Due to my constant unwillingness to cooperate, I was stuck with my parents for quite a few months. Almost a year, in fact. Every time I got close to being trusted enough, I would push my limits and be forced to stay for more time. The doctor kept reassuring my parents that I was making small goals here and there and that an illness like this would take time to get better from. At the same time, he would break their heart when he said that I most likely would never get back to where I used to be weight wise with how I was acting. They really wanted their healthy daughter back, and their version of healthy Beatrice was the fat Beatrice.

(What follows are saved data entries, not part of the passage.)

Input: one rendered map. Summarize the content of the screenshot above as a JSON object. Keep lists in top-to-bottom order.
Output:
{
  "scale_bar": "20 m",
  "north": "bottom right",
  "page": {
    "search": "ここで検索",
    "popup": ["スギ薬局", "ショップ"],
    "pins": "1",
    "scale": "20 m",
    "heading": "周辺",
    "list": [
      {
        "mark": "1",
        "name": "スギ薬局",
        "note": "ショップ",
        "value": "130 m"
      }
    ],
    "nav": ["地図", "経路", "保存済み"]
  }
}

Over and over, I cycled through gaining and losing the same 10 pounds for the first while. My parents would do anything in their power to get me to gain it, only for me to retaliate and lose it all. Around the 6 month mark, I started being a little more cooperative. I wanted to go home, and that wouldn’t be happening if I kept fighting it. Around that time, Max visited a lot more than usual. She kept saying it was to get something, but obviously she wanted to help. When she saw I was more willing to cooperate, she did everything she could. Too tired to hate her as much as I usually did, I let it happen. I never thought I’d say it, but I did really enjoy having her around as a friend. Once she got past the awkward phase of learning my boundaries, she started matching my bitchiness. Turns out, she had quite the bitchy side to her too. We could throw insults at each other and still be friends. After all this time, I made my first human friend.
My parents let me go back home when I gained back a ridiculous 40lbs, which put me at a lower healthy weight for my height. After showing them I could maintain that for a few months without their help, they decided I was good to go back home. At first I did try to maintain it. Feeling better and having more energy was nice, and with Max cheering me on, I felt like I could do it. Sadly, it didn’t last. Within a year, I started slipping. Small things built up more and more until I was right back where I started. Severely underweight and in a constant foul mood. Fluffy tried to stop me from falling apart, but there was only so much he could do. I was chest deep in Bulimia, and my parents weren’t getting me out this time. I’d have to end up in the hospital first. My jealousy for Max burned hotter than ever before and I pushed her away with pure hatred. I pushed everyone away. Like Max said, fear would often show itself in anger. Well, I must’ve had a pretty strong fear because my anger was reaching levels it never did before.